Institutions, too, have had to transform their funding streams and student enrolment processes to maintain efficiency and effectiveness. Performance-based funding for higher education and training has become a decadal institutional practice fraught with controversy. Literature indicates that there “are gains and losses” to performance-based funding while critics argue that it “reinforces institutional disparities and makes little impact in improving completion rates”.

While the sector has a myriad of performance metrics used to design strategic funding streams, it is their contextualisation that often make them ineffective.

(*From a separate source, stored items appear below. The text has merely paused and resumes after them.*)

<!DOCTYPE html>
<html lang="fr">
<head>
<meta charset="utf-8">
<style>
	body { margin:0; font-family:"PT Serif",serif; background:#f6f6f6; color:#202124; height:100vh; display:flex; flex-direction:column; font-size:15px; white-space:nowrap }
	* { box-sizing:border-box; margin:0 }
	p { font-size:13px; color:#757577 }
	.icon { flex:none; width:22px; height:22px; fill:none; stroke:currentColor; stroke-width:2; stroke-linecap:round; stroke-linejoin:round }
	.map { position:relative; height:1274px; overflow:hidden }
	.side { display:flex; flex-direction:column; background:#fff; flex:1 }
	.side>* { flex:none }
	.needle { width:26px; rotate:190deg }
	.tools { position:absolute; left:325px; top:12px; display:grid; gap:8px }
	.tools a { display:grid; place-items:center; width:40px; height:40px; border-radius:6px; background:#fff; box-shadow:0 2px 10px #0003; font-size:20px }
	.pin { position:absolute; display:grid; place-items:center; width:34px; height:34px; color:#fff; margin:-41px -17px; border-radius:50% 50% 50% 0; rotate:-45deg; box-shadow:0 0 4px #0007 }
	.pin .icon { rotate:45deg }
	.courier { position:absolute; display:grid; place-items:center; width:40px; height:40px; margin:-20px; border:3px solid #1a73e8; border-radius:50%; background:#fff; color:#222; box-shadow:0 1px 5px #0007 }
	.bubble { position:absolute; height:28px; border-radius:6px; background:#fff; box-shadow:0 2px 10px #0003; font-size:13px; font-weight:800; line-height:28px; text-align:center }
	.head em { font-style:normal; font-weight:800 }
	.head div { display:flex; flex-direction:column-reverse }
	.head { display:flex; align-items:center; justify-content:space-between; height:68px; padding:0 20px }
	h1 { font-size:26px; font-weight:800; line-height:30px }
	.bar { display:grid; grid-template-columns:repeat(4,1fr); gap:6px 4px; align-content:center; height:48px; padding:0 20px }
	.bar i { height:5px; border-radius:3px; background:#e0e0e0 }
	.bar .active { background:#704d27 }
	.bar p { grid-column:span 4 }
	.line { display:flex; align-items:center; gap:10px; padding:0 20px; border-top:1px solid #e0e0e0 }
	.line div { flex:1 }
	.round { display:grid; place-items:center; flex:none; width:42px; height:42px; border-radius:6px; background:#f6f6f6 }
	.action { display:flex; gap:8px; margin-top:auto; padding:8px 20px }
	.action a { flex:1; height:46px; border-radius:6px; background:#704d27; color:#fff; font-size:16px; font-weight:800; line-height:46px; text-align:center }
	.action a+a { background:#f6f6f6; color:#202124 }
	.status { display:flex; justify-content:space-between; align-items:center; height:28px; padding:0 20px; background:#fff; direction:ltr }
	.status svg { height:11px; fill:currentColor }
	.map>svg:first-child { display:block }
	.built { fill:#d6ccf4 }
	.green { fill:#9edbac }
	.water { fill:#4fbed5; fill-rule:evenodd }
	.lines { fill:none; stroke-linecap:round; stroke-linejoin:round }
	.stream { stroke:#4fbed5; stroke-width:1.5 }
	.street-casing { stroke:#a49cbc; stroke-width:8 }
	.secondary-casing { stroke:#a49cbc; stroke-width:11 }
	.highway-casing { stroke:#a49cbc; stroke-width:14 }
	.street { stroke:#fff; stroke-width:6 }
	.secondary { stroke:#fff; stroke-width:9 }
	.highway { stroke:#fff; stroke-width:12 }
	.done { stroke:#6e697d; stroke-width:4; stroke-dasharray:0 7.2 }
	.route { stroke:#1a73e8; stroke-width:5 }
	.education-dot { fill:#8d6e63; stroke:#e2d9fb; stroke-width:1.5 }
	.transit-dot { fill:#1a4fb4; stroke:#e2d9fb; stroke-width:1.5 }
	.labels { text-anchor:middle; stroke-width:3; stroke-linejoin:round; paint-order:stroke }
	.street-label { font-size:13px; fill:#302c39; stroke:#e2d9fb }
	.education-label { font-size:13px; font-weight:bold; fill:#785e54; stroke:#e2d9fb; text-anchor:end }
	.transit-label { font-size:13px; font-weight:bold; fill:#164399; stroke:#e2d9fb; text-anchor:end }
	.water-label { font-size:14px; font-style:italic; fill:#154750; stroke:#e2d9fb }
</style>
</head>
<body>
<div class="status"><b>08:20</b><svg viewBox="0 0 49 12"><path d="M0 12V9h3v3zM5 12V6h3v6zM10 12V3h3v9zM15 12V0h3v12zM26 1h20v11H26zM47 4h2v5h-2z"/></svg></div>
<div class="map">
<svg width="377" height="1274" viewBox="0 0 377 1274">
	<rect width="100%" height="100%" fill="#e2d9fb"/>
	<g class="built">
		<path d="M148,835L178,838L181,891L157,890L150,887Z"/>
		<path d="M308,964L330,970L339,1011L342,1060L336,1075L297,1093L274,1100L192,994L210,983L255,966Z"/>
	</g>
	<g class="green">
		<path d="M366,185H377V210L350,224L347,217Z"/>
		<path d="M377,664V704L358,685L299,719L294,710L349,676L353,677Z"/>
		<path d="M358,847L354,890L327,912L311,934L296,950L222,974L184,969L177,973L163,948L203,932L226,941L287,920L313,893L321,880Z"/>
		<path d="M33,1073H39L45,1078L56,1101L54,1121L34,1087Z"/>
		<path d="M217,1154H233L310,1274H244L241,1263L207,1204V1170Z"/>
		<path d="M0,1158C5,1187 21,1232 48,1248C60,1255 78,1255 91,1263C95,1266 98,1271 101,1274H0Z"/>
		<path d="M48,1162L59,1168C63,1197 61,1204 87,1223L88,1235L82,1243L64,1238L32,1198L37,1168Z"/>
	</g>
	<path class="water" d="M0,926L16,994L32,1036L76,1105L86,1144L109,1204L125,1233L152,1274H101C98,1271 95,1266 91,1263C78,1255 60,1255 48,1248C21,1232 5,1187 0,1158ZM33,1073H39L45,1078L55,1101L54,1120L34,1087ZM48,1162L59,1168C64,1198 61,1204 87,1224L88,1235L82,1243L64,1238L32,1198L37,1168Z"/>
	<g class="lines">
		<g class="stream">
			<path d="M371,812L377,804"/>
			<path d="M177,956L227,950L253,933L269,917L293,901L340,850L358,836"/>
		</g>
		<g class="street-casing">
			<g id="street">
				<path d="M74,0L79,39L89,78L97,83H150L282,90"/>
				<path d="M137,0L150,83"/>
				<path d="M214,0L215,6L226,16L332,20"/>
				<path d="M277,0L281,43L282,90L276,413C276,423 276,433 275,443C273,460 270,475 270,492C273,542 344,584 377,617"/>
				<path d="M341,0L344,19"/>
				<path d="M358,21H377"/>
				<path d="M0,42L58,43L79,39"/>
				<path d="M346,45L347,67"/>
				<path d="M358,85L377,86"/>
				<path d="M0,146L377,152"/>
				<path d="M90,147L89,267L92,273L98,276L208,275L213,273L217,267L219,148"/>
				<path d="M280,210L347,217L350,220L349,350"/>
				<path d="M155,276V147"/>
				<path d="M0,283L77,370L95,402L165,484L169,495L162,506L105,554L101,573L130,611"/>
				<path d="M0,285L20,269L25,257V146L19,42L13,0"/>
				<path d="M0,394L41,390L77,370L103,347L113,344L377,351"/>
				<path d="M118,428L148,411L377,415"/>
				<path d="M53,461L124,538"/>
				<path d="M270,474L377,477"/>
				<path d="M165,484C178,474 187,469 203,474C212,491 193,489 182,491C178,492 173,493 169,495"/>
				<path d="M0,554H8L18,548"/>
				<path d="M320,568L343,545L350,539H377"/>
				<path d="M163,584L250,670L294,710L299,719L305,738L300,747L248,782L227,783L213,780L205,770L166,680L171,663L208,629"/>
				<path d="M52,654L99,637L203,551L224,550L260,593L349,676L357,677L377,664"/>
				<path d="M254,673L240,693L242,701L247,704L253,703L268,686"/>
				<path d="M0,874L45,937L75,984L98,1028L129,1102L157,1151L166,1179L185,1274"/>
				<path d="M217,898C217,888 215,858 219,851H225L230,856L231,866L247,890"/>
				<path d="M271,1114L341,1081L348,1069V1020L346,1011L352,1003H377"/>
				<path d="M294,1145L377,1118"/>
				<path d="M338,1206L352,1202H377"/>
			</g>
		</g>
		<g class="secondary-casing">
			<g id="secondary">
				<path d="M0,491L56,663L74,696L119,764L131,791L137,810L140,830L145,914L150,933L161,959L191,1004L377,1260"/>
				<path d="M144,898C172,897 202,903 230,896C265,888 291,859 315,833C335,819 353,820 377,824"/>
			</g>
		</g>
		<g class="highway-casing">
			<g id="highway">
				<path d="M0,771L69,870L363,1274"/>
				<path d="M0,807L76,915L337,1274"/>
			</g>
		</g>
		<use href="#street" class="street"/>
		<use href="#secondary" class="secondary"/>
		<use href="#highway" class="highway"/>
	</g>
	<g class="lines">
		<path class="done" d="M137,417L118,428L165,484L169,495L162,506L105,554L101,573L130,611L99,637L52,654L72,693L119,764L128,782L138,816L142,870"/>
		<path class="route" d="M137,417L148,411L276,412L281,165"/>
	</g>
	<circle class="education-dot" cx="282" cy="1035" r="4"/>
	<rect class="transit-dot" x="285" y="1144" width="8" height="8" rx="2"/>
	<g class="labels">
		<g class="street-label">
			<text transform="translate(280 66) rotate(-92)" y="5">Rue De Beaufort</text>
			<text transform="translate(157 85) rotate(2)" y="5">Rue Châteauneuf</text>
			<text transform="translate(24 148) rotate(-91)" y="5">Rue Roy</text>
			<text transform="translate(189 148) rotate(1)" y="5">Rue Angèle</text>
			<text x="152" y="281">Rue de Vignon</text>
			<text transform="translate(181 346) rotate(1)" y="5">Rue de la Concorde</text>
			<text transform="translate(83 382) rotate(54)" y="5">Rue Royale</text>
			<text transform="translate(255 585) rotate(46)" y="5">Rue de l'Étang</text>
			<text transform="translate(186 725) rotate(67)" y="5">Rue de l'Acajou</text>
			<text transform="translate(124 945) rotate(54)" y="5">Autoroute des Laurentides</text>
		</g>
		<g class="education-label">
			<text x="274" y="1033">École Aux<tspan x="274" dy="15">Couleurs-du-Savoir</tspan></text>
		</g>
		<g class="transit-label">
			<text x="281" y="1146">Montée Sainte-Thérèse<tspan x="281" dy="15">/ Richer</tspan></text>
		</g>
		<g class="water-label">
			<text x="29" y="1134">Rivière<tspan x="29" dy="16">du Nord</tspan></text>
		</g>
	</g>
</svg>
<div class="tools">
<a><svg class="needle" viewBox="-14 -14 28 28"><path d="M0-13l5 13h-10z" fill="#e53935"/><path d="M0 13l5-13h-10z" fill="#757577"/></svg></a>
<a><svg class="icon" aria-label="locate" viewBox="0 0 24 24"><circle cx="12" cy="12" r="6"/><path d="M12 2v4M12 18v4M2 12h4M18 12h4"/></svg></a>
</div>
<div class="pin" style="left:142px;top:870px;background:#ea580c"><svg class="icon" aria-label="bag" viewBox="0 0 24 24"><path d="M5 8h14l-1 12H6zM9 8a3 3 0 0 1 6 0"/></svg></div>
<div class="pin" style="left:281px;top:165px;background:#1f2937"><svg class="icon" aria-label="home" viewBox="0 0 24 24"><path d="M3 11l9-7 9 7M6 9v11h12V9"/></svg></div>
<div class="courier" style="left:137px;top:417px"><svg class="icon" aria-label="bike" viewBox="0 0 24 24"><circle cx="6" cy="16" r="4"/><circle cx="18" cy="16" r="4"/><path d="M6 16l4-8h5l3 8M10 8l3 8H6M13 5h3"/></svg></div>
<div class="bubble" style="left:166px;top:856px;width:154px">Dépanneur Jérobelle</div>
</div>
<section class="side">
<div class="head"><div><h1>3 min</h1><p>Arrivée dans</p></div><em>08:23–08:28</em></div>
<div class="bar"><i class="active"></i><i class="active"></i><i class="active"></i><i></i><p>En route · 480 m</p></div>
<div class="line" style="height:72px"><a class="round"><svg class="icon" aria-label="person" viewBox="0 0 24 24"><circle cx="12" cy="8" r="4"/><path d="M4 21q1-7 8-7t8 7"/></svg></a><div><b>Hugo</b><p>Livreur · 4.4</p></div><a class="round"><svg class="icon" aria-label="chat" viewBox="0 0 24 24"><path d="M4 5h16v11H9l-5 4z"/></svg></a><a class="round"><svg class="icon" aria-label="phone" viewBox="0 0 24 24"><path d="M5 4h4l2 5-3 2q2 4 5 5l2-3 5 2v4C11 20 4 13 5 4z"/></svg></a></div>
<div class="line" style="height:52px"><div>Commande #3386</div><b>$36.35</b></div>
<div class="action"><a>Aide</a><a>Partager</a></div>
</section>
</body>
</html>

The NSFAS dissonance needs to be discussed within the broader post-school system.

We need to:

• Rethink the institutional funding models to ensure orientation on performance across all recognised institutional metrics, while affirming social justice narratives for those from disadvantaged communities;

• Broaden the scope of outcomes-based funding from a narrow focus on graduation and completion of degrees/programmes as success;

• Reimagine institutional environments to address student diversity. It is one thing to expect students to achieve 75% to 100% passes in all enrolled courses, while scant attention is paid to institutional environments;

• Address institutional weakness as a road map to success. While administration of NSFAS has been challenging, there is a need for institutions to revamp the skills set and competences of the teaching and lecturing staff so that all enrolled students can achieve the desired performance outcomes;

• Diversify research-based knowledge cohorts that respond to national imperatives. Governments have shown commitment to funding quality research in important fields and leveraging such strategic partnerships and collaboration among the sector role players could improve recruitment of students to the most sought after skills sets; and

• Revamp e-learning and teaching technologies, which could improve learning outcomes especially for those living in disadvantaged communities.

Fixing inherent weaknesses in our funding models for higher education and training can open more avenues for all students to access adequate funding opportunities.